In October the 8th 1868, he married Eliza R. Metcalf. They built a little log house on the corner where the old home still stands. As their family grew, the rock house was built which still stands. It was a very lovely home. We lived on the simplest things of life and were very healthy. We had a good clean home. In July the 7th, of 1877, he was set apart as bishop of Fayette and was faithful to his calling. He was never late for his appointments and never liked others to come late. When we were young, he would read to us from the Bible, which didn't seem at the time, too important. Mary and I used to go with Father to the farm and herd the birds from the grain fields, which at that time was very necessary. We all sang in the choir and helped in any way we could in his calling.
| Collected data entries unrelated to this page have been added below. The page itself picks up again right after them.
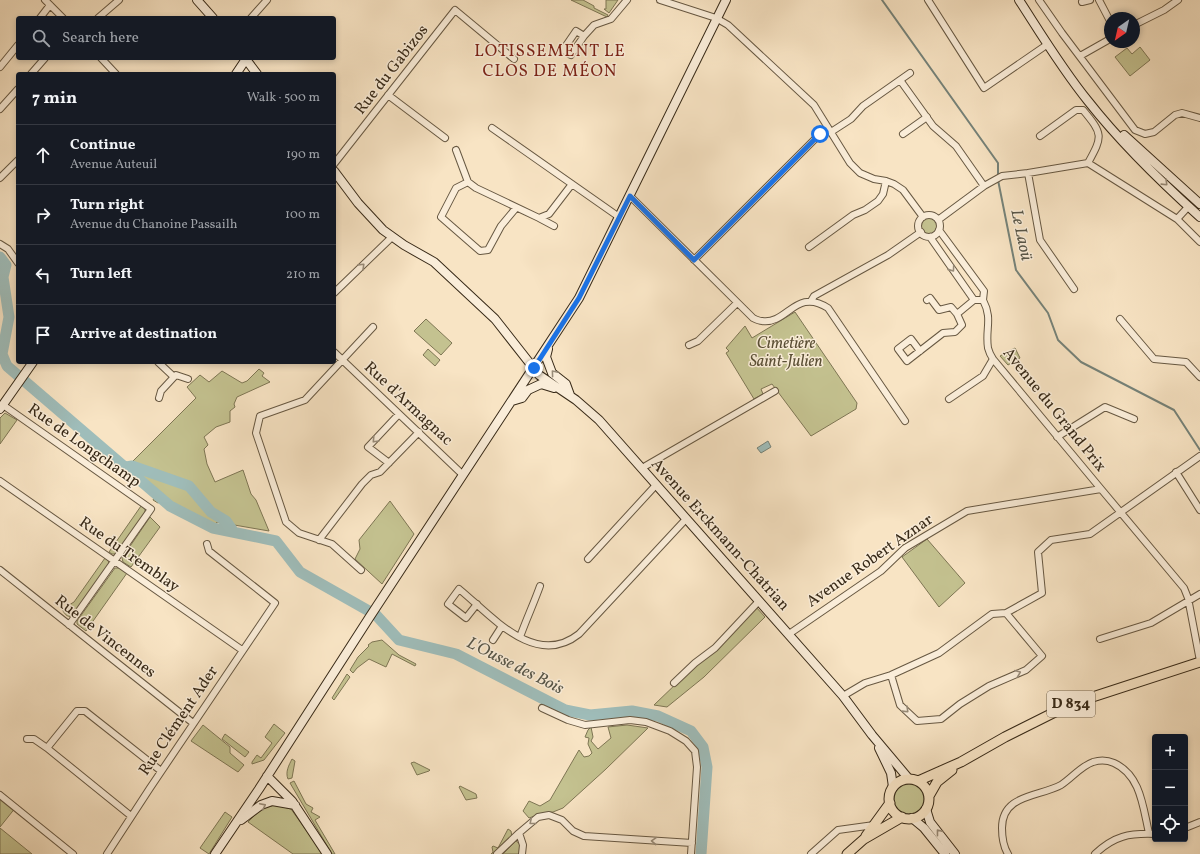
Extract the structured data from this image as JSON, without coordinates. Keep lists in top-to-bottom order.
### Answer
{
  "streets": {
    "main road": ["Avenue Erckmann-Chatrian", "D 834"],
    "street": [
      "Rue du Gabizos",
      "Rue d'Armagnac",
      "Avenue du Grand Prix",
      "Rue de Longchamp",
      "Rue du Tremblay",
      "Avenue Robert Aznar",
      "Rue de Vincennes",
      "Rue Clément Ader"
    ]
  },
  "crossings": [
    ["Avenue du Grand Prix", "Avenue Robert Aznar"],
    ["Rue de Longchamp", "Rue du Tremblay"],
    ["Avenue Erckmann-Chatrian", "Avenue Robert Aznar"],
    ["Avenue Erckmann-Chatrian", "D 834"],
    ["Rue du Tremblay", "Rue Clément Ader"],
    ["Rue de Vincennes", "Rue Clément Ader"]
  ],
  "districts": ["LOTISSEMENT LE CLOS DE MÉON"],
  "water": ["Le Laoü", "L'Ousse des Bois"],
  "parks": ["Cimetière Saint-Julien"],
  "north": "bottom left",
  "page": {
    "search": "Search here",
    "heading": ["7 min", "Walk · 500 m"],
    "list": [
      ["Continue", "Avenue Auteuil", "190 m"],
      ["Turn right", "Avenue du Chanoine Passailh", "100 m"],
      ["Turn left", "210 m"],
      "Arrive at destination"
    ],
    "map_buttons": ["+", "−"]
  }
}
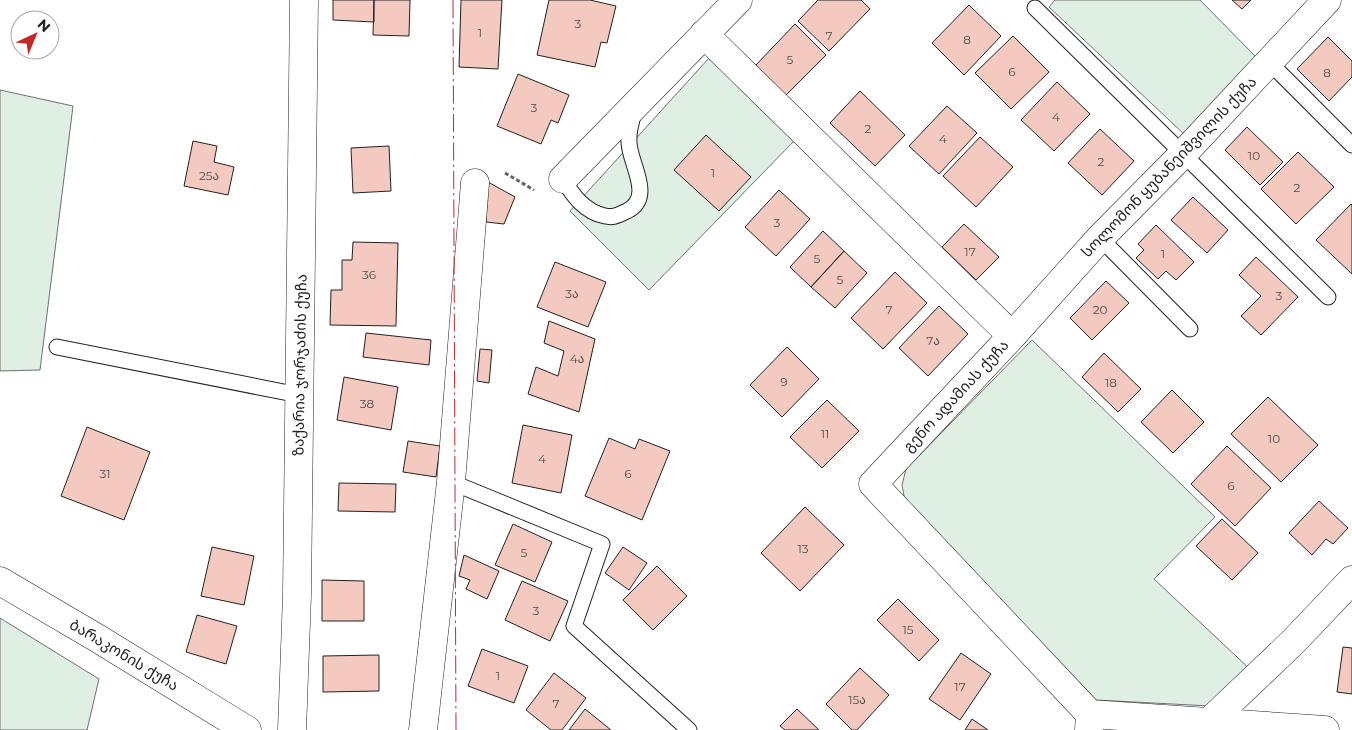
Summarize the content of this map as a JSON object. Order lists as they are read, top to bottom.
{
  "streets": {
    "street": [
      "სოლომონ ყუბანეიშვილის ქუჩა",
      "ზაქარია ჯორჯაძის ქუჩა",
      "გენო ადამიას ქუჩა",
      "ბარაკონის ქუჩა"
    ]
  },
  "crossings": [
    ["სოლომონ ყუბანეიშვილის ქუჩა", "გენო ადამიას ქუჩა"]
  ],
  "house_numbers": [
    "3",
    "1",
    "7",
    "8",
    "5",
    "6",
    "8",
    "3",
    "4",
    "2",
    "4",
    "10",
    "2",
    "1",
    "25ა",
    "2",
    "3",
    "17",
    "1",
    "5",
    "36",
    "5",
    "3ა",
    "3",
    "7",
    "20",
    "7ა",
    "4ა",
    "9",
    "18",
    "38",
    "11",
    "10",
    "4",
    "31",
    "6",
    "6",
    "13",
    "5",
    "3",
    "15",
    "1",
    "17",
    "15ა",
    "7"
  ],
  "north": "top right"
}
Down through the years he suffered with rheumatics until he became lame in his knees. He loved to dance and attend the ward parties and loved to tease Sarah Foss. I was left often with father while Mother was away with the sick. I would walk to the meadows and let down the bars to bring home the cows. On one occasion it had rained hard and the trail was very soft and slushy. Father was going to drive one cow around the corral. He slipped and fell face first in the soft mud. I laughed and he didn't like that. He had a good even disposition and Mother played a big part in the success of his life and his calling. She was wonderful to everyone and she did a lot for the people of Fayette. It would have been wonderful for us to have seen our Father with his whiskers off. He was so nice looking. His movements were slow, while Mother was just as fast as one could possibly be and made very move count. They were a lovely couple and Mother was so much in love with Father. When they were older, and Father would be going away for the day, they would play and try to get each other's last touch.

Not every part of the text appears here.